WHAT YOU NEED TO DO:
Your task is to output all the records below, word for word.

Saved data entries
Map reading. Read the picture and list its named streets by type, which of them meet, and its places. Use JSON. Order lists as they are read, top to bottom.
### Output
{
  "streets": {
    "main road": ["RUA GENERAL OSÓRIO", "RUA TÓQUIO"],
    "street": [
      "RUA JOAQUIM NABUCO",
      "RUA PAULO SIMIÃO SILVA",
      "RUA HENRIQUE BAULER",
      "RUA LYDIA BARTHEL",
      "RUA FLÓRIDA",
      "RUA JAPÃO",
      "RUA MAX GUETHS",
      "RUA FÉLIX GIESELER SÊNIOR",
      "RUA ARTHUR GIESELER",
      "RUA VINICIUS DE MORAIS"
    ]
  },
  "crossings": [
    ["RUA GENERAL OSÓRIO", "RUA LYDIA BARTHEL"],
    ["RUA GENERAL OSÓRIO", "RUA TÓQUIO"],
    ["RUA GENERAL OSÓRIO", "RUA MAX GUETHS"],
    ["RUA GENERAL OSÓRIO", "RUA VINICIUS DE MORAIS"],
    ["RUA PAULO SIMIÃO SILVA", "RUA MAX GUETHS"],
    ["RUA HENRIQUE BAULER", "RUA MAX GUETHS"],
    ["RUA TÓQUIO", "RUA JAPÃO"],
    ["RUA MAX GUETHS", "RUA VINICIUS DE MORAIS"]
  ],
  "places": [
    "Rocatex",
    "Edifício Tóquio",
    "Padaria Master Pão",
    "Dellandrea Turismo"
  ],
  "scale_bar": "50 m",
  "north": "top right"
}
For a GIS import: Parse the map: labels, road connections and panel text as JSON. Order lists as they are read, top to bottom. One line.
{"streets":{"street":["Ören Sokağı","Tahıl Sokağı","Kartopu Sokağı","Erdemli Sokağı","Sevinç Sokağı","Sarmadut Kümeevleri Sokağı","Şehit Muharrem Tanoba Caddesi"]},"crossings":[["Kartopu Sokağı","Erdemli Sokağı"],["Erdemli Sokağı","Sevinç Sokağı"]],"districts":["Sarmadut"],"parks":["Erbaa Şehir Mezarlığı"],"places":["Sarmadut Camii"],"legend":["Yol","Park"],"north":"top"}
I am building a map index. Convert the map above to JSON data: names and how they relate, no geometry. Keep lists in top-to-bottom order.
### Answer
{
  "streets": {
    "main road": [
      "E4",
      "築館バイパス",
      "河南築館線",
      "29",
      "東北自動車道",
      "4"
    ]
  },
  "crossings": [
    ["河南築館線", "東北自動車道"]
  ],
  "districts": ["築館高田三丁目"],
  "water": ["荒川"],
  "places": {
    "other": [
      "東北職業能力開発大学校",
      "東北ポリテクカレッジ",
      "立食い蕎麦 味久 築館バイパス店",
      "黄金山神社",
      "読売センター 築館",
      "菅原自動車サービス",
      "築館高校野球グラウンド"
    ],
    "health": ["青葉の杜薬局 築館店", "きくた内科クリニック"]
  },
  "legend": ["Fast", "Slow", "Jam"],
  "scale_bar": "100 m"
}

COMPLETED TASK:
Map reading. Read the picture and list its named streets by type, which of them meet, and its places. Use JSON. Order lists as they are read, top to bottom.
### Output
{
  "streets": {
    "main road": ["RUA GENERAL OSÓRIO", "RUA TÓQUIO"],
    "street": [
      "RUA JOAQUIM NABUCO",
      "RUA PAULO SIMIÃO SILVA",
      "RUA HENRIQUE BAULER",
      "RUA LYDIA BARTHEL",
      "RUA FLÓRIDA",
      "RUA JAPÃO",
      "RUA MAX GUETHS",
      "RUA FÉLIX GIESELER SÊNIOR",
      "RUA ARTHUR GIESELER",
      "RUA VINICIUS DE MORAIS"
    ]
  },
  "crossings": [
    ["RUA GENERAL OSÓRIO", "RUA LYDIA BARTHEL"],
    ["RUA GENERAL OSÓRIO", "RUA TÓQUIO"],
    ["RUA GENERAL OSÓRIO", "RUA MAX GUETHS"],
    ["RUA GENERAL OSÓRIO", "RUA VINICIUS DE MORAIS"],
    ["RUA PAULO SIMIÃO SILVA", "RUA MAX GUETHS"],
    ["RUA HENRIQUE BAULER", "RUA MAX GUETHS"],
    ["RUA TÓQUIO", "RUA JAPÃO"],
    ["RUA MAX GUETHS", "RUA VINICIUS DE MORAIS"]
  ],
  "places": [
    "Rocatex",
    "Edifício Tóquio",
    "Padaria Master Pão",
    "Dellandrea Turismo"
  ],
  "scale_bar": "50 m",
  "north": "top right"
}
For a GIS import: Parse the map: labels, road connections and panel text as JSON. Order lists as they are read, top to bottom. One line.
{"streets":{"street":["Ören Sokağı","Tahıl Sokağı","Kartopu Sokağı","Erdemli Sokağı","Sevinç Sokağı","Sarmadut Kümeevleri Sokağı","Şehit Muharrem Tanoba Caddesi"]},"crossings":[["Kartopu Sokağı","Erdemli Sokağı"],["Erdemli Sokağı","Sevinç Sokağı"]],"districts":["Sarmadut"],"parks":["Erbaa Şehir Mezarlığı"],"places":["Sarmadut Camii"],"legend":["Yol","Park"],"north":"top"}
I am building a map index. Convert the map above to JSON data: names and how they relate, no geometry. Keep lists in top-to-bottom order.
### Answer
{
  "streets": {
    "main road": [
      "E4",
      "築館バイパス",
      "河南築館線",
      "29",
      "東北自動車道",
      "4"
    ]
  },
  "crossings": [
    ["河南築館線", "東北自動車道"]
  ],
  "districts": ["築館高田三丁目"],
  "water": ["荒川"],
  "places": {
    "other": [
      "東北職業能力開発大学校",
      "東北ポリテクカレッジ",
      "立食い蕎麦 味久 築館バイパス店",
      "黄金山神社",
      "読売センター 築館",
      "菅原自動車サービス",
      "築館高校野球グラウンド"
    ],
    "health": ["青葉の杜薬局 築館店", "きくた内科クリニック"]
  },
  "legend": ["Fast", "Slow", "Jam"],
  "scale_bar": "100 m"
}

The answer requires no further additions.